The Cape Fear Basin’s designation comes as a result of Titan America’s proposal to build a cement plant in Castle Hayne, which the SELC stated would destroy 1,000 acres of wetlands, add unsafe levels of mercury to the local water supply and increase air pollution in the area. 

Geoff Gisler, an attorney with the SELC, said the information its claims are based on came from Titan’s most recent project proposal, and the company’s submissions to the North Carolina Division of Air Quality.

In a prepared statement issued Feb. 8, Bob Odom, general manager for Carolinas Cement, a subsidiary of Titan America, called the designation “erroneous and not based on facts.”

Odom said Carolinas Cement will mitigate all of the wetlands it disturbs at a greater ratio than the amount of wetlands that will be impacted by the proposed plant, and that 60 percent of the wetlands slated to be impacted are “managed pine plantations,” which “while technically ‘wetlands,’ have much lower functionality.” He also noted that the U.S. Army Corps of Engineers Environmental Impact Study had not yet been completed, so “the SELC is making biased assumptions” that “are not based on true science.”

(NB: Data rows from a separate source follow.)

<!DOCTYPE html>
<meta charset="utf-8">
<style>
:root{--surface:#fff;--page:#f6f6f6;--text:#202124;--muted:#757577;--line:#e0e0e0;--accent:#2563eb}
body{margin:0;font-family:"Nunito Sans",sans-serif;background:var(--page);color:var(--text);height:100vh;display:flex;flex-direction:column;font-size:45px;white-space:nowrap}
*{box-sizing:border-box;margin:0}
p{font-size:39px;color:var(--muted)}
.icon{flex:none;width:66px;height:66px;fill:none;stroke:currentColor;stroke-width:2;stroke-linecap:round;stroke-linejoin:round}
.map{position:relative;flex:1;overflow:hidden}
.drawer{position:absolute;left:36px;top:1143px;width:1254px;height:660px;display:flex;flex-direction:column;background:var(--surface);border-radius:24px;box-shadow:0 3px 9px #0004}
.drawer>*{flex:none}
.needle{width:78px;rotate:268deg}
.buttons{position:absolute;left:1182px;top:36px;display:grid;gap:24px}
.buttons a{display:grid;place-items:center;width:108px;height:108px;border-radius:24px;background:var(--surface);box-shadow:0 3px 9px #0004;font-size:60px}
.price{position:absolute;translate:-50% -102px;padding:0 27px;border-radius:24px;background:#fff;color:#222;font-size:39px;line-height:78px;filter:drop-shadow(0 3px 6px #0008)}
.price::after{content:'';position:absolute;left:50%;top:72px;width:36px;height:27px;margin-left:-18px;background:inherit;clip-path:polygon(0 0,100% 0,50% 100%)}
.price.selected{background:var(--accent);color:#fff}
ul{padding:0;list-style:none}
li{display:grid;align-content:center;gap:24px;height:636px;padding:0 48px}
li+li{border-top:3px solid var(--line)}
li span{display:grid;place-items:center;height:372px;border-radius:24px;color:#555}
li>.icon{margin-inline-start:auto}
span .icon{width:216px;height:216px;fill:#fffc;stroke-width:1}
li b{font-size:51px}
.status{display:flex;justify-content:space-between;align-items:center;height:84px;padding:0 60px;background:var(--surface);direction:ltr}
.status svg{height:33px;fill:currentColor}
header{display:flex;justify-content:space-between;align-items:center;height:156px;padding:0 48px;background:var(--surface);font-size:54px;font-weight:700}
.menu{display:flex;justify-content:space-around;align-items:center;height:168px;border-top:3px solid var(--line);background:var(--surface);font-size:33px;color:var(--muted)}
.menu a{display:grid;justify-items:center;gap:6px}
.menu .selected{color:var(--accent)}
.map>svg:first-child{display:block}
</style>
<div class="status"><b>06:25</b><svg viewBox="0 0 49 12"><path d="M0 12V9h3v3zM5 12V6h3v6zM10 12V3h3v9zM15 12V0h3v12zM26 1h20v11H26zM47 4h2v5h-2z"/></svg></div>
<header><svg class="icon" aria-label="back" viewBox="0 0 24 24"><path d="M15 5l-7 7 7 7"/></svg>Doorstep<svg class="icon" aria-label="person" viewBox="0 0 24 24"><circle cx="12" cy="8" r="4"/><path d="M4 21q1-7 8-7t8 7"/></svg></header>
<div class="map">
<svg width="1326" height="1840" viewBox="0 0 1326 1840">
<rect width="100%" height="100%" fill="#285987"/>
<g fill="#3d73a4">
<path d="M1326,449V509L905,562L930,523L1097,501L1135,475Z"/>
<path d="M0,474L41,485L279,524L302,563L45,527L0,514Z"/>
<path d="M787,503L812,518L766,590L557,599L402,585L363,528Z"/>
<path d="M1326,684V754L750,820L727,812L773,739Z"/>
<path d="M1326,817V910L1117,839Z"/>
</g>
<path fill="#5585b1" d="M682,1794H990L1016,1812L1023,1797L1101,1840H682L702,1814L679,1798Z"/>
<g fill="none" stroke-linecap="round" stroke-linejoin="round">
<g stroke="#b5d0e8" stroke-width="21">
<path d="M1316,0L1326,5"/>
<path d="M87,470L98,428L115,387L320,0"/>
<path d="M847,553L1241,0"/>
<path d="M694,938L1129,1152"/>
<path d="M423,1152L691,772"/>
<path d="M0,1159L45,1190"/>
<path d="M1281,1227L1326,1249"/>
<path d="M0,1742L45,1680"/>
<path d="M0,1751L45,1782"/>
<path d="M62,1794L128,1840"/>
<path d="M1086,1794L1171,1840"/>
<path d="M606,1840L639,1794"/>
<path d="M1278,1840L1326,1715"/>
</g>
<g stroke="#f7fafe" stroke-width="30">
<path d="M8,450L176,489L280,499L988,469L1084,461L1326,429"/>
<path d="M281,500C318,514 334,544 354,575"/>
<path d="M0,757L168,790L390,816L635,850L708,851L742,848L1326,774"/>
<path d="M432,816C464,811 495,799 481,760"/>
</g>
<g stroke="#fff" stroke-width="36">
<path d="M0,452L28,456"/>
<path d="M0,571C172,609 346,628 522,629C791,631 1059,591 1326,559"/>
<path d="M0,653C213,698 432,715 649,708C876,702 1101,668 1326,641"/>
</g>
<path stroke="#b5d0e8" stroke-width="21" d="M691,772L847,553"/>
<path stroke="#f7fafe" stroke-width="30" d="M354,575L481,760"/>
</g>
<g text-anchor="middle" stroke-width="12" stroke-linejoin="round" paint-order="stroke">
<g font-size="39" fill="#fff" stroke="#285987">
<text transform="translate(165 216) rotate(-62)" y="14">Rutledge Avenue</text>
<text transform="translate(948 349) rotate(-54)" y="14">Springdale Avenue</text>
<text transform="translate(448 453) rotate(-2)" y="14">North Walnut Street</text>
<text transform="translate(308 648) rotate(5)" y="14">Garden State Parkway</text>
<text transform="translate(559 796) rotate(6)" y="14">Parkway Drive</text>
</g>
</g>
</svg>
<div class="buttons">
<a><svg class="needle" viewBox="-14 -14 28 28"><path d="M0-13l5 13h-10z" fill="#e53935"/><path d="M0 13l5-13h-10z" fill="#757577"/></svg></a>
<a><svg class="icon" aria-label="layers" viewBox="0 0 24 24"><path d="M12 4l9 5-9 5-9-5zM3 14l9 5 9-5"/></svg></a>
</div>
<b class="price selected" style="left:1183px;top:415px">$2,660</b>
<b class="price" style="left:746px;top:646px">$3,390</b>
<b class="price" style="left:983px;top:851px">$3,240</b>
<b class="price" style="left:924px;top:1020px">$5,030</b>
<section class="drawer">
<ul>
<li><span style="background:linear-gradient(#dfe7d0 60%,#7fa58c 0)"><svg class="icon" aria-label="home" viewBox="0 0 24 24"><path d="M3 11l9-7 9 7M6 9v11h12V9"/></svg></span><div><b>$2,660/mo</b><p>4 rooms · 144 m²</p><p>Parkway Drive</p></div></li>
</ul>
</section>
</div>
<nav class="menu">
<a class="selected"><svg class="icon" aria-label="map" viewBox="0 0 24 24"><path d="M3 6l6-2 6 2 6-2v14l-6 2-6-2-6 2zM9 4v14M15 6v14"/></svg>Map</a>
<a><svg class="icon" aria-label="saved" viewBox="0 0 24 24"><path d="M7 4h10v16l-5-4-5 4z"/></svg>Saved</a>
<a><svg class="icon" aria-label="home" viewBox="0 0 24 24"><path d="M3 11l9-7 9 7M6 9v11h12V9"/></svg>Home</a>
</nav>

Titan began conducting an environmental impact study with the corps and the North Carolina Division of Water Quality in 2008, but stopped pursuing it shortly afterwards.

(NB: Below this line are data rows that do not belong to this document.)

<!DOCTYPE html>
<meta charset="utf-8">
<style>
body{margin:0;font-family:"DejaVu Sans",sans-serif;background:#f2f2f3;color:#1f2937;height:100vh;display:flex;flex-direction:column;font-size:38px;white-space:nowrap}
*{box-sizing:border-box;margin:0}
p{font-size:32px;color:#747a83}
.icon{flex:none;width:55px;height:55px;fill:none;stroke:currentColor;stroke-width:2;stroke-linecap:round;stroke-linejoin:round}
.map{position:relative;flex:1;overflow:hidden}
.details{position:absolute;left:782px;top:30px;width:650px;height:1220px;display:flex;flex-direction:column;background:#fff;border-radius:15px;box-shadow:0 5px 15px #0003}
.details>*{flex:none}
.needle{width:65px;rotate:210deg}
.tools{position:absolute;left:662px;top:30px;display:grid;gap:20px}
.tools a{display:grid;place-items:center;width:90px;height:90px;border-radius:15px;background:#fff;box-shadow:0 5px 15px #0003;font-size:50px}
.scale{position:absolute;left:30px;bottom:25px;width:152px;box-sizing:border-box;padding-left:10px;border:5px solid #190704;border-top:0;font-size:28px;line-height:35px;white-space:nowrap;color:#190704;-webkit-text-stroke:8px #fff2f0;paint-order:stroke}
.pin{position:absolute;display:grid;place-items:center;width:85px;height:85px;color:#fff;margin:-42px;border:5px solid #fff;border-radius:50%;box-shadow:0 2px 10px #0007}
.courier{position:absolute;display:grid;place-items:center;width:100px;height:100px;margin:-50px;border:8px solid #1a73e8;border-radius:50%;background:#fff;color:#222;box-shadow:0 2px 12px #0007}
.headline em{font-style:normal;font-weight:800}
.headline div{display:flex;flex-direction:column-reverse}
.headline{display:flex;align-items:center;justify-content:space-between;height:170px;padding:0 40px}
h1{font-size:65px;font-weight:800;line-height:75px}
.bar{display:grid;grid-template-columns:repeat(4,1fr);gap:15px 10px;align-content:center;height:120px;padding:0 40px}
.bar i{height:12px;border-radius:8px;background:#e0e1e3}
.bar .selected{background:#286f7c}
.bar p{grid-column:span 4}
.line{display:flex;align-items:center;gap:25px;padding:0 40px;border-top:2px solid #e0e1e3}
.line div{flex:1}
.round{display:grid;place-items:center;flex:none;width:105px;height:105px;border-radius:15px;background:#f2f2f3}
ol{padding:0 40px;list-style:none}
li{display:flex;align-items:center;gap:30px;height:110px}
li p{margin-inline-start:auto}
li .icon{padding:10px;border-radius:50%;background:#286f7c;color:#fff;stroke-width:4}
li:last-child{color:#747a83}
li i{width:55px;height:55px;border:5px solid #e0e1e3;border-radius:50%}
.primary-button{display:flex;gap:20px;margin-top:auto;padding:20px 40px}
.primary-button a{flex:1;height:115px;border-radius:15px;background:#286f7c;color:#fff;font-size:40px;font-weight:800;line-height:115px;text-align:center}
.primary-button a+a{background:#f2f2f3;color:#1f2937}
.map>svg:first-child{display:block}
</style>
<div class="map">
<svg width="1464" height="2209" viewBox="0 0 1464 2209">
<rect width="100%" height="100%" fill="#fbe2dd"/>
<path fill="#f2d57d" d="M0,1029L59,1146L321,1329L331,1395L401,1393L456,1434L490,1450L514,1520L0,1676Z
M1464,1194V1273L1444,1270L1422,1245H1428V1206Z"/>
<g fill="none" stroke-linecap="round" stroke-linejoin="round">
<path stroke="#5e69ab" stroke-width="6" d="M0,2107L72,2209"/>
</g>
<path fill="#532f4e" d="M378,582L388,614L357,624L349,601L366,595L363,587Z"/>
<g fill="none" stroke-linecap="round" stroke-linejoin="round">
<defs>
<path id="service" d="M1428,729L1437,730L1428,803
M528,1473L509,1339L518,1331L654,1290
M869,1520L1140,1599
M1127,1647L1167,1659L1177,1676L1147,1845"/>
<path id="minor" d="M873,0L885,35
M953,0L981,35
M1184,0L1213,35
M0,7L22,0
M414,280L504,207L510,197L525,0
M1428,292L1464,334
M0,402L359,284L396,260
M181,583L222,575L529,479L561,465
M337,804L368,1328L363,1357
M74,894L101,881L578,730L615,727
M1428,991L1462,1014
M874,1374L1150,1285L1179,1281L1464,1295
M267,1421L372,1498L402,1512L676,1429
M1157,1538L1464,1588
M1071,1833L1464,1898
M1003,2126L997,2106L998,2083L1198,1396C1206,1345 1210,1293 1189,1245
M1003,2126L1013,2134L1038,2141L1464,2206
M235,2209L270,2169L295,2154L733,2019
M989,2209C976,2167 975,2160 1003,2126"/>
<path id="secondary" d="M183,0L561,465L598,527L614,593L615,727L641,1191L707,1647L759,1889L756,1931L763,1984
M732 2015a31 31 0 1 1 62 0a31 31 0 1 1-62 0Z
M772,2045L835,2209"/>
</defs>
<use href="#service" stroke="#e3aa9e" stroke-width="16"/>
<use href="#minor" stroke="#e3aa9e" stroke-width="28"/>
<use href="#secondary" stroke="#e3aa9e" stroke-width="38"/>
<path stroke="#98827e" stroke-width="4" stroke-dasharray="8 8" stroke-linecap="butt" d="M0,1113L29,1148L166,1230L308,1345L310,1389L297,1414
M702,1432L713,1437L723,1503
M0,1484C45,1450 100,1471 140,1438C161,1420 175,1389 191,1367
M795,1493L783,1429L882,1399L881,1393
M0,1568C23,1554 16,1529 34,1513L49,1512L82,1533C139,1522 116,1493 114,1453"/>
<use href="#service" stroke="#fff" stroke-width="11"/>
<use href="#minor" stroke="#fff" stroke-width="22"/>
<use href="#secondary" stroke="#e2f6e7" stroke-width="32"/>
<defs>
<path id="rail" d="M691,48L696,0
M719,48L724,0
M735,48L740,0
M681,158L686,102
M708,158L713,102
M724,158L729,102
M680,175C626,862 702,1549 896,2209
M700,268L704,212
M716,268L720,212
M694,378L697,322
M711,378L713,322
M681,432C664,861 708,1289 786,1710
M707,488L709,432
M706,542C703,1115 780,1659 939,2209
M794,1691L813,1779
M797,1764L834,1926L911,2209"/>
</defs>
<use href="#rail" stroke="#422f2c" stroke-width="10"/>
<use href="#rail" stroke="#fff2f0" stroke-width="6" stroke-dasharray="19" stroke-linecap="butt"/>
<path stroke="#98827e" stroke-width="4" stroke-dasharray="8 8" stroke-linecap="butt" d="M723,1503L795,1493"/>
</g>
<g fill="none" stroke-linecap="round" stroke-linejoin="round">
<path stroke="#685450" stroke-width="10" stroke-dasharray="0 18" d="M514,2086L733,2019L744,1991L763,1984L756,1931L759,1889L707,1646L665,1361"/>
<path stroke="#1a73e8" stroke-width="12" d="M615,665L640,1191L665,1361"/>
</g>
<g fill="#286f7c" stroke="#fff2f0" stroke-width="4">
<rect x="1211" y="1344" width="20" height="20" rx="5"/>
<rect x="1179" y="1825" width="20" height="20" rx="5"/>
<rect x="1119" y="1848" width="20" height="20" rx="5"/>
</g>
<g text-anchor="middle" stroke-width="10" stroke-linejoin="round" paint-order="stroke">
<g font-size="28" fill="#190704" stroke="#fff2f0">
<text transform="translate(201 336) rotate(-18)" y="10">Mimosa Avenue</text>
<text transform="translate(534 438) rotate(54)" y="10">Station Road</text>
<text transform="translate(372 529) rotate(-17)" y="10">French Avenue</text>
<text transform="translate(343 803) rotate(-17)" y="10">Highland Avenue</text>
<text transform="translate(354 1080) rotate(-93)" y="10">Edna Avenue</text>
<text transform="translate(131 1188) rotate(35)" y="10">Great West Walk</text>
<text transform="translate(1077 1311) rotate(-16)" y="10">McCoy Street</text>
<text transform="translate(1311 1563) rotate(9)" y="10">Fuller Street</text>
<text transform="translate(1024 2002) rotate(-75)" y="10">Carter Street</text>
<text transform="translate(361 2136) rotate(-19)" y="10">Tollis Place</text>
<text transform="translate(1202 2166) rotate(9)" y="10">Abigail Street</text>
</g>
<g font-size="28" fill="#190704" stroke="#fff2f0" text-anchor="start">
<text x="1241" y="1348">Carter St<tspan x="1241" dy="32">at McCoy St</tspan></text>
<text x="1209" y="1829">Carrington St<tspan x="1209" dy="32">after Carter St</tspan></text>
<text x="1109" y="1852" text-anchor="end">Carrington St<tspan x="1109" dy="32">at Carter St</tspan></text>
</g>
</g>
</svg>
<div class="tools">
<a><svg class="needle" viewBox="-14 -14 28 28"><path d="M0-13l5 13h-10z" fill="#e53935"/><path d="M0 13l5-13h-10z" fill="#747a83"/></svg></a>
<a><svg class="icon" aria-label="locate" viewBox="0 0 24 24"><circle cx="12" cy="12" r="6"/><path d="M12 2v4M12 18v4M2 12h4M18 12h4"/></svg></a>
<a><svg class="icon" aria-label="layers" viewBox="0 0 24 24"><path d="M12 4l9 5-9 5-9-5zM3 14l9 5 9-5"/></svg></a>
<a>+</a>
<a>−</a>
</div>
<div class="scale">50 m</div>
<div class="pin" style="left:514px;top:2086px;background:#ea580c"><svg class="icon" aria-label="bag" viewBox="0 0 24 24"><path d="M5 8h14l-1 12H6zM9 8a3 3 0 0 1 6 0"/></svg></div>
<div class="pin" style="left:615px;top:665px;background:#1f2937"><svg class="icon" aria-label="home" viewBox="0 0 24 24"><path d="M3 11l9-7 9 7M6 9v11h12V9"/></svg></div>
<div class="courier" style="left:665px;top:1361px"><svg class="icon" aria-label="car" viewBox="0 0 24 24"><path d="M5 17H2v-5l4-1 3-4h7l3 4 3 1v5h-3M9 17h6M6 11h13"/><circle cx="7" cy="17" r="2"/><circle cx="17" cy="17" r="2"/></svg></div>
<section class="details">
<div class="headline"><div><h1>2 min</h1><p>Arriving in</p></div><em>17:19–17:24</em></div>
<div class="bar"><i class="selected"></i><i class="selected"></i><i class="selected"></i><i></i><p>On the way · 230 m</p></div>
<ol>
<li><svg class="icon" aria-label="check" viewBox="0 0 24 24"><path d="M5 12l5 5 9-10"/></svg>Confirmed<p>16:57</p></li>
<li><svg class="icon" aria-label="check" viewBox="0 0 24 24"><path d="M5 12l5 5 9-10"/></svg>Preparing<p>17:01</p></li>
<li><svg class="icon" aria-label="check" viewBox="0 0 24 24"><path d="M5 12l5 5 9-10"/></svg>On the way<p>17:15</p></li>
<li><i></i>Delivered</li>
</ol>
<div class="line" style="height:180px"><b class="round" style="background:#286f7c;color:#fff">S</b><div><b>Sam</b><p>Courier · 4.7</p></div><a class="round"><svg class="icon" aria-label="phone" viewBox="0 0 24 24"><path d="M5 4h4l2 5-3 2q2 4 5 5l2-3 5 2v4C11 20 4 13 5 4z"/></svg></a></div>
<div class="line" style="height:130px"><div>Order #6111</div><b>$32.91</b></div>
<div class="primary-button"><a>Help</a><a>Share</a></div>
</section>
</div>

At a Feb. 7 meeting of Medical Advocates for Healthy Air, Mike Giles, coastal advocate for the North Carolina Coastal Federation, said he believes Titan is focusing on applying for one permit at a time to divert people’s eyes from the big picture. (See related story page 1.)

Titan received a draft air permit from the state DAQ in September 2009. The SELC issued a challenge to the permit that is to be briefed this spring and is scheduled to go to court on Sept. 30. The ruling will determine whether or not to revoke Titan’s air permit.

Beyond obtaining permits from the state DAQ and DWQ, Titan still has to obtain a series of construction permits before it can begin construction of the proposed cement plant.

The Cape Fear Basin was one of three N.C. sites on the SELC’s list. Two others include the Alligator River National Wildlife refuge in northeastern N.C., which is threatened by a widening of US-64 that would destroy 300 acres of sensitive habitat for the last remaining wild population of red wolves in the United States. The third, in the western Blue Ridge Mountains, Courthouse Creek, is facing a proposed timber sale that threatens to destroy 472 acres of woodlands that currently serve as a popular recreation destination.